▶ Supplied entries:
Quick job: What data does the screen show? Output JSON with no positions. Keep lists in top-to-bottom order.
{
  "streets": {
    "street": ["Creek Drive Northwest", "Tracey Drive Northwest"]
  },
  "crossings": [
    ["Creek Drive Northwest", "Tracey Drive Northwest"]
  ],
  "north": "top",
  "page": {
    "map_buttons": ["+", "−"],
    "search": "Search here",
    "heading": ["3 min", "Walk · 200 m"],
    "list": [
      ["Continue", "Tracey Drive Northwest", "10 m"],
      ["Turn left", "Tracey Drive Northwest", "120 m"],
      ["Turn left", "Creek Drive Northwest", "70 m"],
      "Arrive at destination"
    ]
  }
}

▶ Your task: A word-for-word copy of all the material is the required answer.

▶ Result for this task:
Quick job: What data does the screen show? Output JSON with no positions. Keep lists in top-to-bottom order.
{
  "streets": {
    "street": ["Creek Drive Northwest", "Tracey Drive Northwest"]
  },
  "crossings": [
    ["Creek Drive Northwest", "Tracey Drive Northwest"]
  ],
  "north": "top",
  "page": {
    "map_buttons": ["+", "−"],
    "search": "Search here",
    "heading": ["3 min", "Walk · 200 m"],
    "list": [
      ["Continue", "Tracey Drive Northwest", "10 m"],
      ["Turn left", "Tracey Drive Northwest", "120 m"],
      ["Turn left", "Creek Drive Northwest", "70 m"],
      "Arrive at destination"
    ]
  }
}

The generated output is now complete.